Think about how words affect you. Does it hurt you when someone you trust, love, or respect says something negative or derogatory to you or about you? Do you linger on it for what sometimes feels like an exorbitant amount of time? Does it have the ability to change your mood and personality when you replay the conversation in your mind? Or, on the flip side, how does it affect you when someone you care about speaks highly of you, gives you praise, or just tells you that they are proud of you? Does it increase your self-worth, motivate you, make you feel accomplished and loved? Words have the ability to make or break us, and many of us throw them around without thinking through the consequences and impact they may have on someone's life.

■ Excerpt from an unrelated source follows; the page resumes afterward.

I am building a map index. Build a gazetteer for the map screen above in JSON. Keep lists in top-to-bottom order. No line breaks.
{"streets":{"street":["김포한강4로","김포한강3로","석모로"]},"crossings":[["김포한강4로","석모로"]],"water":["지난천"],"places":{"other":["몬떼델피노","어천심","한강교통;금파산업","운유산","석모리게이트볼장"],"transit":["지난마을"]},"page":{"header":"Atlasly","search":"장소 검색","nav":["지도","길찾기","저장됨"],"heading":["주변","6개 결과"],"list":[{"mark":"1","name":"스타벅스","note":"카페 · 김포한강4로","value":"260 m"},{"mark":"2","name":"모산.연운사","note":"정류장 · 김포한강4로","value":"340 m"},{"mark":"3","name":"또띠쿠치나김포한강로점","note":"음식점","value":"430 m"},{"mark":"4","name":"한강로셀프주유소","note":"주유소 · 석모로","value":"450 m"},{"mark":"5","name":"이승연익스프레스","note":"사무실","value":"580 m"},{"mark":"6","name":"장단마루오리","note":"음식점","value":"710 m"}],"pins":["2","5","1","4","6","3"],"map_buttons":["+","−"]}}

In some cases, our actions may speak louder than words, but our words have the ability to cut deeper and do more damage than any knife ever could. I know that is a little outlandish, but I want you to truly think about it. Most physical wounds will eventually heal, but the wounds that can be inflicted by words and what is spoken into others’ lives have the ability to have lifelong impact, often leading to anxiety, depression, anger and any other mental health issues.
All that being said, I'll leave you with this...
You have more potential to make an impact than you may be aware of. This goes for your kids, your family, and those within your sphere of influence. People that look to you for affirmation will attach their self worth to what you speak into their life. Be mindful of the power that you hold, and the impact that your words, intentional or not, may have on someone's life. Most of the time, the words we need to say are right there hidden in plain sight…and even though we may have to stop and look for a second to find them, we must make sure we’re speaking truth that builds. Even the HARD words that need to be said can be used to build. However, when they're HARSH (that's the difference), there is little to no chance that they will do anything but tear down the hearer.
Some of the best advice I was ever given is God gave you two ears and one mouth, you should use them in that ratio. Listen twice as much as you speak, because the words you speak will impact your world as well as others.